The health needs of women and girls, including emergency obstetric care, maternal health, reproductive health, and response to sexual and gender-based violence must be prioritized.
Women are key players in reducing conflict and advancing stability as their participation increases the chances of ensuring lasting conflict resolutions and peace, yet they almost always remain absent from negotiations.
On this International Women’s Day, I express my deep appreciation for their invaluable contribution to health and well-being today and every day. And I will work to ensure that the specific health needs of women and girls are embedded in the response to this humanitarian crisis.
Let me now provide a brief update on the COVID-19 situation in Ukraine and across the European Region.
Remarkably, despite the events that have unfolded, Ukraine has maintained its COVID-19 surveillance and response system. I commend my Ukrainian colleagues in this regard and encourage them to continue. 731 COVID-19 deaths were reported to WHO from Ukraine last week, and sadly this number will increase as oxygen shortages continue. Older people will be disproportionately affected as their access to healthcare is disrupted, and because only one third of the over-60s are fully protected with a complete vaccine series.
Across the WHO European Region, cases of COVID-19 are declining week on week, and the number of deaths has also fallen every week since 10 February. While this is good news, I would call on countries to balance optimism with maintaining vaccination and strong vigilance, and ensure that any lifting of public health and social measures including testing, can be reintroduced quickly if and when required.

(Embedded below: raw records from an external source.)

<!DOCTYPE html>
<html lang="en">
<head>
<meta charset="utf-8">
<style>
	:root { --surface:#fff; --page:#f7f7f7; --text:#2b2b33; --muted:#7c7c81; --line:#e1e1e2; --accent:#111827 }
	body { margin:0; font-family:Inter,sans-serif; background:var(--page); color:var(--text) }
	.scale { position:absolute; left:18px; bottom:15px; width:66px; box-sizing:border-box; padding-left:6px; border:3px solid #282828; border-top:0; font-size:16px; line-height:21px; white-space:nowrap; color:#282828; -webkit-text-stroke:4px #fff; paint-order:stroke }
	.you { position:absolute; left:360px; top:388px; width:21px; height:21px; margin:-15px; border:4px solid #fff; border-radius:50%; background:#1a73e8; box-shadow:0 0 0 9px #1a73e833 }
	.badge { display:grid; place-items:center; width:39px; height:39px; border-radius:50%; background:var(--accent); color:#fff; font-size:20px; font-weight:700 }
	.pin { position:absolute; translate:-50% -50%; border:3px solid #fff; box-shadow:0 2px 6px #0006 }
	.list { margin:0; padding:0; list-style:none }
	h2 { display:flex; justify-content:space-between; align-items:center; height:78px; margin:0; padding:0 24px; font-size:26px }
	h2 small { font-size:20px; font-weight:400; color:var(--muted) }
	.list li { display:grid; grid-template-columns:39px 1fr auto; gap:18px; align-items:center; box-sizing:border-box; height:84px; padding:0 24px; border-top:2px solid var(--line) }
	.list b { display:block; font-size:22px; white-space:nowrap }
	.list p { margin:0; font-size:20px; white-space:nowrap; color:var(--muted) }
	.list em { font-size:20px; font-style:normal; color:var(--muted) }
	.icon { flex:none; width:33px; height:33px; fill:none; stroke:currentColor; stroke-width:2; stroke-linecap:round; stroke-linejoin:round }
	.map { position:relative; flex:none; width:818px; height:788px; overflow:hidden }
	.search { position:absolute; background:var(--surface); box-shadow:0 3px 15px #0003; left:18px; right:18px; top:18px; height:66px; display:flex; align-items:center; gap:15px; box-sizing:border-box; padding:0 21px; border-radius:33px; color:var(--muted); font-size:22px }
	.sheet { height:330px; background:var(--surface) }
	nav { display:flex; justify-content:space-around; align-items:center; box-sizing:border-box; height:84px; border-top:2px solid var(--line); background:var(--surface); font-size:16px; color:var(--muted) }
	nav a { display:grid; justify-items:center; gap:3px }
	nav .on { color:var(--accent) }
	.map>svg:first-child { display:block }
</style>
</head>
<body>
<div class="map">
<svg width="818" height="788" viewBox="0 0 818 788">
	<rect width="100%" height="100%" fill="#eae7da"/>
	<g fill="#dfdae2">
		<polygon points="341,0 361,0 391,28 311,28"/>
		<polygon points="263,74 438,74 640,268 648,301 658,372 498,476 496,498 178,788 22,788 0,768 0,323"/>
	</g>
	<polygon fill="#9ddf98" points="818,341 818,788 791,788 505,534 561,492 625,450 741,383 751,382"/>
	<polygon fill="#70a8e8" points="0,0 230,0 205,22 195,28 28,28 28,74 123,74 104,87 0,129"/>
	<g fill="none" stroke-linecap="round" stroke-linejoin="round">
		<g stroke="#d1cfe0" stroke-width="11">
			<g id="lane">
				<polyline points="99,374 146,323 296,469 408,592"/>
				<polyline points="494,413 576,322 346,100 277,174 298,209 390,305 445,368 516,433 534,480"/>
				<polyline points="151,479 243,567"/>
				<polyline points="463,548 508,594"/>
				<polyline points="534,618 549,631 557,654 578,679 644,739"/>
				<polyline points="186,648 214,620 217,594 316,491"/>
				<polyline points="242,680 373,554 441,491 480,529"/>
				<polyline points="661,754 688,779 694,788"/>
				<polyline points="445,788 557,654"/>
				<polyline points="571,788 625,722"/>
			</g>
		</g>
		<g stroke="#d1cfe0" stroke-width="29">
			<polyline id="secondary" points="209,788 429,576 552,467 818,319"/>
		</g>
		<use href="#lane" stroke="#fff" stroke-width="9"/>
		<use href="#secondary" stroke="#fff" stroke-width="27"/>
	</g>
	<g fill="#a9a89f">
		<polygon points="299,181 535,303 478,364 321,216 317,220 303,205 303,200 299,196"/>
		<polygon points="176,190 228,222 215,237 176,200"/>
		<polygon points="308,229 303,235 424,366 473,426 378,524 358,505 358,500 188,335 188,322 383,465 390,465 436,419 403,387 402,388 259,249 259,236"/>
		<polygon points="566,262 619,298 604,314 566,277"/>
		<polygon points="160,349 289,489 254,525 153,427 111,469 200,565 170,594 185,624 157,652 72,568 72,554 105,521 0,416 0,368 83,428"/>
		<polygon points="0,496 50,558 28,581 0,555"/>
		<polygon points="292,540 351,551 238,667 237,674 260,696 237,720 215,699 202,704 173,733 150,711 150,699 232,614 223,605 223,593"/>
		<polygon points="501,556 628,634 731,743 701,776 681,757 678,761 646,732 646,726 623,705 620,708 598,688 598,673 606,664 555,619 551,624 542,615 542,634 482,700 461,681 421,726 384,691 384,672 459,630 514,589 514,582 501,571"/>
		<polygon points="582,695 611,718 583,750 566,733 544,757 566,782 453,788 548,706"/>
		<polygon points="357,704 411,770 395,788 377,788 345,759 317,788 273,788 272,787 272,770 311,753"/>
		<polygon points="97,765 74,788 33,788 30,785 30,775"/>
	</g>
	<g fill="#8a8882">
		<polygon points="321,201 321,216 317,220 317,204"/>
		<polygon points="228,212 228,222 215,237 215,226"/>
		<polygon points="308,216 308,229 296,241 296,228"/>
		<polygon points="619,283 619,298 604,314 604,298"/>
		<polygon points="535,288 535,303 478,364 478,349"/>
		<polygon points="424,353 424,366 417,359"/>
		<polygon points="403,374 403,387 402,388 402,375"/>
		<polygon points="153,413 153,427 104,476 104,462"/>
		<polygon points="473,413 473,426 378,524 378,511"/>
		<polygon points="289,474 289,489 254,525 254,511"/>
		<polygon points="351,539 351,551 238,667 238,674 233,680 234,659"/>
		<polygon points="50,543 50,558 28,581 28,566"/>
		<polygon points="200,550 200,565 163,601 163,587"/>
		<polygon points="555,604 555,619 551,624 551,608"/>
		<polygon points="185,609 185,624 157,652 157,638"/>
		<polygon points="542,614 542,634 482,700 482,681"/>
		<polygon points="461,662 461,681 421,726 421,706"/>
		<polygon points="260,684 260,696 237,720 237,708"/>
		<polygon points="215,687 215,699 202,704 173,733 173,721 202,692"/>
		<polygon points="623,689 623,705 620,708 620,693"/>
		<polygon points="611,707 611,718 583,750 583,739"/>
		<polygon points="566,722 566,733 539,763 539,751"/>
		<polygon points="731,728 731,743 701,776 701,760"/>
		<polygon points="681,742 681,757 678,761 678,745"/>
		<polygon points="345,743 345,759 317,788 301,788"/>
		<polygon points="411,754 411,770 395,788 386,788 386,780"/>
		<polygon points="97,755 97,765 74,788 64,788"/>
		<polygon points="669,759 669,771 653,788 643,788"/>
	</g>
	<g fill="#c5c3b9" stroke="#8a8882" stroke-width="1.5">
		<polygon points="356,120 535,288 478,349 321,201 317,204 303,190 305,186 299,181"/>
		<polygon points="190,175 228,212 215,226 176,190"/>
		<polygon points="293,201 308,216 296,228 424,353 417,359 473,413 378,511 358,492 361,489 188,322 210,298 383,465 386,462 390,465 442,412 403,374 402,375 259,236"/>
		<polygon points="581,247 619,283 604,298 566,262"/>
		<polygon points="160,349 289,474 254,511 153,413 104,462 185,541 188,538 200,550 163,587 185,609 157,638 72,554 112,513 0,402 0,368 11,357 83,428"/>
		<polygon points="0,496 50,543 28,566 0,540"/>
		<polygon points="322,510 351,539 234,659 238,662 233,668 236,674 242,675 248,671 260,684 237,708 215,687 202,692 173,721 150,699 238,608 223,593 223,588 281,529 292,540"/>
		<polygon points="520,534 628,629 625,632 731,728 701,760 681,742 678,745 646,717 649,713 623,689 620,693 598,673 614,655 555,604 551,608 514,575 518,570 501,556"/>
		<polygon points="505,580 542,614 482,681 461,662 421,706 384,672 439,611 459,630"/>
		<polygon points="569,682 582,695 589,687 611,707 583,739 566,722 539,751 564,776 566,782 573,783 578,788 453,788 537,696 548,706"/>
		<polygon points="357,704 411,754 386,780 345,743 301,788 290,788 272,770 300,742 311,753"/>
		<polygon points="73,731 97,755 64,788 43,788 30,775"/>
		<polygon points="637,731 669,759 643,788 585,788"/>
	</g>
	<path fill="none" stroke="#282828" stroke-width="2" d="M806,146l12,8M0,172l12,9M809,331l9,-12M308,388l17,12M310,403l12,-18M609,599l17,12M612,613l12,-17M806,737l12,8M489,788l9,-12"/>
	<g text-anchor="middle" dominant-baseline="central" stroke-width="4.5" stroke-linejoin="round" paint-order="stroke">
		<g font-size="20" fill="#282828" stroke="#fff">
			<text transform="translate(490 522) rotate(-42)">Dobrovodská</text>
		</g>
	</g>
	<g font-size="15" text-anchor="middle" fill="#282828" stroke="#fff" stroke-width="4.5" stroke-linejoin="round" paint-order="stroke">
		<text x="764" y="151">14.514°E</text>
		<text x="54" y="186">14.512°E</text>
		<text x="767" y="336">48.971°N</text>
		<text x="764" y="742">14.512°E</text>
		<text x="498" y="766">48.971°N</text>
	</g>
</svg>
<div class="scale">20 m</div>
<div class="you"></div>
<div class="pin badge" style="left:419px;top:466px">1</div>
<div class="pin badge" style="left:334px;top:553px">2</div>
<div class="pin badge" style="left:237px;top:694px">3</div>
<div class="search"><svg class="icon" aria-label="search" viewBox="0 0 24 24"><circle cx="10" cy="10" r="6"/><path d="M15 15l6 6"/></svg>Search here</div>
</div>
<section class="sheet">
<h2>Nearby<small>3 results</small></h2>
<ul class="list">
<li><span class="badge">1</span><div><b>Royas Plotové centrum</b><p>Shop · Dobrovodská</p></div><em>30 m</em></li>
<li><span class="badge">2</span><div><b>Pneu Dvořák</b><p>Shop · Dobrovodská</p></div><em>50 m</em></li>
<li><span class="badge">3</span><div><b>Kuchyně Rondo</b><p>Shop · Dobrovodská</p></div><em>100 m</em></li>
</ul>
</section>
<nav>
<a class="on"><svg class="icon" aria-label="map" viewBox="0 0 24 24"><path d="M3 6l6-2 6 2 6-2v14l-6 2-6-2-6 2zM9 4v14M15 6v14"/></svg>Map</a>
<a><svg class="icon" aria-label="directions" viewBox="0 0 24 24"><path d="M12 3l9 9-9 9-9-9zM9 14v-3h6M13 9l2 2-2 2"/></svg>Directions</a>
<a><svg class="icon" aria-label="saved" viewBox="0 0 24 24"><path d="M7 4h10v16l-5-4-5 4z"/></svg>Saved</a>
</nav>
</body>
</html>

Finally, it is my deepest sorrow to see my Region emerging from two terrible pandemic years being now confronted with the devastating impact of military hostilities on millions of people in Ukraine and beyond. Through personal experience in other conflicts, I firmly believe that health and humanitarian principles remain key drivers of peace and I am using all diplomatic resources that are at my disposal as elected WHO leader to reduce the impact of this human catastrophe.